Volvamos la cara al río
Por Álvaro Hernando Cardona González
La ecologista Alegría Fonseca, hoy directora de la Fundación Alma, el año pasado manifestó sus impresiones sobre el proyecto mediante el cual el río Magdalena seguramente se transformará en un eje fluvial para el transporte de carga desde el Medio y hasta el Bajo Magdalena. Aunque ella aplaude que se aproveche esta arteria fluvial para que sirva a la economía nacional, se reserva sus opiniones sobre los esfuerzos nacionales para su conservación y posterior recuperación.
Estamos de acuerdo con ella. Basados en el modelo constitucional e imperativo del Desarrollo Sostenible, hay que propender porque haya aprovechamiento de los recursos del curso hídrico, cauce y márgenes de nuestra principal arteria fluvial. Sin embargo, preocupa que el proyecto mencionado, que llega al menos a una inversión de $2,8 billones no contemple un plan de sostenimiento de caudal y mejoramiento de su calidad.
Y es lamentable que, siendo el Huila el departamento con más municipios ribereños en Colombia, todo él haciendo parte de la cuenca y constituyendo poco más del 70% del Alto Magdalena, acá no se inviertan recursos en reforestación, mantenimiento de orillas, manejo de aguas residuales y sólidos, educación ambiental y se compense estas regiones junto a las del Cauca y Tolima con inversiones para el aprovechamiento sostenible también.
El proyecto que mencionamos de recuperación de la navegación ha hecho que entidades como Cormagdalena y las otras corporaciones autónomas, que ella coordina para un manejo integral de esta cuenca, olviden lo que pasa aguas arriba y ahí está el Huila; mientras sintonizada, la sociedad huilense sigue distraída dándole la espalda a la corriente hídrica.

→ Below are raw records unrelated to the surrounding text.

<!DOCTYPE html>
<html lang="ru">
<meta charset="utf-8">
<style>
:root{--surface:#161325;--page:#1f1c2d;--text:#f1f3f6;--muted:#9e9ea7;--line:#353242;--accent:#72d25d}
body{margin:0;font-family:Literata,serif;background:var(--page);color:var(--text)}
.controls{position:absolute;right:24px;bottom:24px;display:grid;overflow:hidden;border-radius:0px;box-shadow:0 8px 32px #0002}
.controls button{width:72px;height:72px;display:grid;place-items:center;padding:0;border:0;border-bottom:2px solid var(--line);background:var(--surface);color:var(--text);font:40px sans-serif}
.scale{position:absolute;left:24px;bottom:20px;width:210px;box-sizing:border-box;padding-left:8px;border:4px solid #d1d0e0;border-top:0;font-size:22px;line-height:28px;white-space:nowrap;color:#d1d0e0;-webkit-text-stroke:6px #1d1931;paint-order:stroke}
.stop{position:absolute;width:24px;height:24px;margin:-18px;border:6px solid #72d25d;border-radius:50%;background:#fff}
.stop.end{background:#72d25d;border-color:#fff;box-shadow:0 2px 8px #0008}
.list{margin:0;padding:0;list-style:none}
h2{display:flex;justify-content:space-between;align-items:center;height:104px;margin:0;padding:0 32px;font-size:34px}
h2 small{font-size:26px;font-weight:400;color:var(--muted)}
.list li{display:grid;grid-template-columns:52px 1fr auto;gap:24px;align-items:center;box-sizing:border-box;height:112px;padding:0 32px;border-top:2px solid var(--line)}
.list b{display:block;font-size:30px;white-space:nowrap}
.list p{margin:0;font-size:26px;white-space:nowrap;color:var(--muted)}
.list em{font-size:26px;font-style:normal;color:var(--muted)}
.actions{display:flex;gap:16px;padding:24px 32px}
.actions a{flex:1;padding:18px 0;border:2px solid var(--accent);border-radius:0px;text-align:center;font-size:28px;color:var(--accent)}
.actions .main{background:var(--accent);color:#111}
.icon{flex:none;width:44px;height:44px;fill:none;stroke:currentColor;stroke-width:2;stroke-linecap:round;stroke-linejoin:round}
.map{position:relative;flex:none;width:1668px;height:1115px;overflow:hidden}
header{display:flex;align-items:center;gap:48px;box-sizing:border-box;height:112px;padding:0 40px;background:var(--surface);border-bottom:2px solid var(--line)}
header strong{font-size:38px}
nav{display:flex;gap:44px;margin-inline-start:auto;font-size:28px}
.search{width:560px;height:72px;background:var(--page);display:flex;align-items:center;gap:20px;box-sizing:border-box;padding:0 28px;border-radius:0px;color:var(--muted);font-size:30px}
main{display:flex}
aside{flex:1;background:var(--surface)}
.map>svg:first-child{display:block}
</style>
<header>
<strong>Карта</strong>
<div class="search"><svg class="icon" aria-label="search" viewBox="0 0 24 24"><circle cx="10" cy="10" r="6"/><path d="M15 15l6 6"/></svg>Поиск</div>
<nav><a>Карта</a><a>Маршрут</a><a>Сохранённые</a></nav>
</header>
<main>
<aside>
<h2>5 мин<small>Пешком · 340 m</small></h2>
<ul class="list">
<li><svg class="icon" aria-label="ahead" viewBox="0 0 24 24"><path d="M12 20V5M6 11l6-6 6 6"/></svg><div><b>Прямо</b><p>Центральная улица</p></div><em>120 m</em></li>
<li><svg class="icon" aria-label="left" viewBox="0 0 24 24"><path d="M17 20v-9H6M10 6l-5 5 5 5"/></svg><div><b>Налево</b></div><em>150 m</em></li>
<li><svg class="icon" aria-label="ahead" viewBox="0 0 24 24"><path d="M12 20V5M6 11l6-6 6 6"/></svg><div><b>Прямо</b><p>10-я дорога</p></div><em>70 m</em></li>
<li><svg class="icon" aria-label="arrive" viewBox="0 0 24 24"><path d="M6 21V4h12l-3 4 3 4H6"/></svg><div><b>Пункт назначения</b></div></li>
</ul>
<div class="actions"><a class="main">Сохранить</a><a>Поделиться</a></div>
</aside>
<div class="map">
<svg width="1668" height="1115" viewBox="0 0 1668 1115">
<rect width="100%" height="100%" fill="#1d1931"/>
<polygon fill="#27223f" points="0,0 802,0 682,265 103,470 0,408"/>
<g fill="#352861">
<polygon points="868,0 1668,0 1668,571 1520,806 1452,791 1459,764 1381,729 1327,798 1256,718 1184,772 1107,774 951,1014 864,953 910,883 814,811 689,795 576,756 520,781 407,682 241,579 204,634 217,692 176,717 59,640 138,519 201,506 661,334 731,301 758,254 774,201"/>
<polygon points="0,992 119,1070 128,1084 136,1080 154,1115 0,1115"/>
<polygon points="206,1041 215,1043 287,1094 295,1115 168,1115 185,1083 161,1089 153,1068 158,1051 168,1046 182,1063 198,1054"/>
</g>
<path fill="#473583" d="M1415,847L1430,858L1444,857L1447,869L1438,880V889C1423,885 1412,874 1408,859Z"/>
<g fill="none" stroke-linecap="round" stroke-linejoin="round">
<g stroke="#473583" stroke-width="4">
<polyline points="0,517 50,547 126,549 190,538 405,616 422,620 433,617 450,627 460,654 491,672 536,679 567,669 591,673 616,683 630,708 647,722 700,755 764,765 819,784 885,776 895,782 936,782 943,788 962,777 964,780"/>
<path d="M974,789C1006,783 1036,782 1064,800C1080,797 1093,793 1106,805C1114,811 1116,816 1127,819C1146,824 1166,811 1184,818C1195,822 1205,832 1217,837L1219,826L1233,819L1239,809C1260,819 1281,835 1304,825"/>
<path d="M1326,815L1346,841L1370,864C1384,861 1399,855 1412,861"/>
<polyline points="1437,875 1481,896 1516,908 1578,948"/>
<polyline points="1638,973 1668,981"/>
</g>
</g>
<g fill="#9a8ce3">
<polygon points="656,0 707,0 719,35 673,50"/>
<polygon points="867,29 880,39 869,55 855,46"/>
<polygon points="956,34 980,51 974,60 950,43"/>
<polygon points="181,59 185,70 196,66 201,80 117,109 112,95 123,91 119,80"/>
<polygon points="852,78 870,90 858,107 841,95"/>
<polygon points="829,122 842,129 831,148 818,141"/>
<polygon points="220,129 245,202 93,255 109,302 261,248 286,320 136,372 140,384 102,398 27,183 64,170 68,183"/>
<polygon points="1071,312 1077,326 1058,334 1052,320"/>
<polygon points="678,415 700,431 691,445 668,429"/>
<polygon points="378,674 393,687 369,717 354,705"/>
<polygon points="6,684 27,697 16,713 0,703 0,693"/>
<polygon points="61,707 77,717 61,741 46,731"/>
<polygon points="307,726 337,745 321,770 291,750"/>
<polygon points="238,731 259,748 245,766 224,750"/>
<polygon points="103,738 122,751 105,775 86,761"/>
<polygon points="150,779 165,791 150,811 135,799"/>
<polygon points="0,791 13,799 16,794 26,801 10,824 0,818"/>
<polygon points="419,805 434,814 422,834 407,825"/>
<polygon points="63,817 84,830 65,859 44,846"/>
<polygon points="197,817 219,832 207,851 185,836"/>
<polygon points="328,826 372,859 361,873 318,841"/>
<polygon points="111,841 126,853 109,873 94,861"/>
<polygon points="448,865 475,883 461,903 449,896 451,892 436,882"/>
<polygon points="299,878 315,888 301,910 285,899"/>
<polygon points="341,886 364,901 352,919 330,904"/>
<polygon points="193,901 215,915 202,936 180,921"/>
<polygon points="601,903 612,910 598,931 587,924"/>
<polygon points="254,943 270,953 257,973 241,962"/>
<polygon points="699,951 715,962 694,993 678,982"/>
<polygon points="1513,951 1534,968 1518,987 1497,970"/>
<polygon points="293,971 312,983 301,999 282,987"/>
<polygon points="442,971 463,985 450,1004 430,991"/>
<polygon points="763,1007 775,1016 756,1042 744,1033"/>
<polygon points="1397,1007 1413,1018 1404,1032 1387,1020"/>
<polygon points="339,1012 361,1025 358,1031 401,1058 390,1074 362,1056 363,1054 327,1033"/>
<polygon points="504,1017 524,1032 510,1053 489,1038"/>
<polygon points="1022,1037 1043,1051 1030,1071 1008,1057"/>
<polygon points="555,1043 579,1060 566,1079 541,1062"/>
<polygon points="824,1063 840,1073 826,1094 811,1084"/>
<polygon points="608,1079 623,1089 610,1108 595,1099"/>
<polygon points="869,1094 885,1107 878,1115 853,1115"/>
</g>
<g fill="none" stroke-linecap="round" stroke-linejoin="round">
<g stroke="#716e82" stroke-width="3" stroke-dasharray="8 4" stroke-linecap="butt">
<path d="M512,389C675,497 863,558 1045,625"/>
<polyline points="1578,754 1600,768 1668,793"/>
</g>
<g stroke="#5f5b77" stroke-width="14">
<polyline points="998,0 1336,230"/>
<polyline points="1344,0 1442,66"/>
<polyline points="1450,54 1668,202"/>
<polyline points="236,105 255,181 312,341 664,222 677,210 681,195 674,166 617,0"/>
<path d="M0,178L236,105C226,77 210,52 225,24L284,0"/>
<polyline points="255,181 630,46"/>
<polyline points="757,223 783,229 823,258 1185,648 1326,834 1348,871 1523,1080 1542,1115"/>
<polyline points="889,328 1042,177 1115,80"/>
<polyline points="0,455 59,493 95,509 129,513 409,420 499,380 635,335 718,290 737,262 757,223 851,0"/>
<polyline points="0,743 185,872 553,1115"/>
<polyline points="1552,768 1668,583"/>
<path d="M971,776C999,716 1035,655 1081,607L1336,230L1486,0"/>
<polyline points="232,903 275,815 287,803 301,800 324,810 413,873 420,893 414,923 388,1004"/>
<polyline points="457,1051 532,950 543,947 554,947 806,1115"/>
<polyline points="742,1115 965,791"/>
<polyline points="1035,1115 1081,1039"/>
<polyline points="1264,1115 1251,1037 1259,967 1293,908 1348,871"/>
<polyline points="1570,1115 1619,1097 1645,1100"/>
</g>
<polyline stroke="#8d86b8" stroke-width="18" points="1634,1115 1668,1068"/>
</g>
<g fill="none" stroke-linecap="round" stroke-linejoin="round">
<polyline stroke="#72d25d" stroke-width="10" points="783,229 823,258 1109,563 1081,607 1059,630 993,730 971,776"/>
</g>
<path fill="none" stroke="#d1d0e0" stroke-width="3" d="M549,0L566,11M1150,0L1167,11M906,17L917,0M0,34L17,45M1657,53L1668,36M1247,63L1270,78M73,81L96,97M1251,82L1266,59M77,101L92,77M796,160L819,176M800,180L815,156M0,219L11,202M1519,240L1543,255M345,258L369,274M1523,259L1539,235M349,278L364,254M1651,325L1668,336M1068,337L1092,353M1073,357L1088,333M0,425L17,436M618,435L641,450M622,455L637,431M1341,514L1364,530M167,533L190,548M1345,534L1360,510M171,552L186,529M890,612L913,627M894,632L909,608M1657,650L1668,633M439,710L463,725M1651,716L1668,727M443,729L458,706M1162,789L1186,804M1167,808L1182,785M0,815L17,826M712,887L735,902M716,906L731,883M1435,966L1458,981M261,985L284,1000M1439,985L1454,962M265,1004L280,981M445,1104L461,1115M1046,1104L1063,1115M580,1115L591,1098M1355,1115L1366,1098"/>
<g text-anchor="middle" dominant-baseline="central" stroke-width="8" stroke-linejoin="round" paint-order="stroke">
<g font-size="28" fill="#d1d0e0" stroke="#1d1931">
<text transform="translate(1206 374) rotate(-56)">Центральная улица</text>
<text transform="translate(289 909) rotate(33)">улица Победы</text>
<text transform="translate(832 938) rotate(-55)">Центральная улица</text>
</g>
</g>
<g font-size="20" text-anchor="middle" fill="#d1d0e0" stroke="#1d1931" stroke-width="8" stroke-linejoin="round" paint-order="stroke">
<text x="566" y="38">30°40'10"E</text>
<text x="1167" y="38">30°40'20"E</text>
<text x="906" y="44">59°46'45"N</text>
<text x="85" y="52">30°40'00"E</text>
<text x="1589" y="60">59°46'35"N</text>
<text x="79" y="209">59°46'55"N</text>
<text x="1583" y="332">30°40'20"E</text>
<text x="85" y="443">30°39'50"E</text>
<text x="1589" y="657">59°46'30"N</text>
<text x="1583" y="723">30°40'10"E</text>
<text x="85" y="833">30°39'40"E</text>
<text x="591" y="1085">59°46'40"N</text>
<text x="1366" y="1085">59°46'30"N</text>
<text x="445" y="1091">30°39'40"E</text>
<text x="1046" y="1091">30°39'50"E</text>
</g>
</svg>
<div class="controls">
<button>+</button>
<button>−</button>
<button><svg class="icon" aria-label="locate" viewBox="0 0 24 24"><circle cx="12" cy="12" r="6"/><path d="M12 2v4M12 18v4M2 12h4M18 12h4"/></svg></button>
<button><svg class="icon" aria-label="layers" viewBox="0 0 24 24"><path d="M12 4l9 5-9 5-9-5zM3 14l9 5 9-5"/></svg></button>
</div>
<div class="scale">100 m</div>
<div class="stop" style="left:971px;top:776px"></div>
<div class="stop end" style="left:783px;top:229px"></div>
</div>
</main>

Aunque debemos reclamar que se nos tenga en cuenta, debemos también mostrar interés por el río y darle la cara como un espacio y un elemento característico de la región y un ineludible recodo de nuestro pasado y futuro. Recuperar el agua que el cauce lleva y lo que ella produce alrededor (fauna, flora y paisajes) no es poca cosa: hay que darle la cara al río porque si no, dejamos ser lo que somos; porque ya no tendremos el entorno que siempre hemos tenido y construiremos un futuro muy diferente al pasado que nos trajo hasta hoy.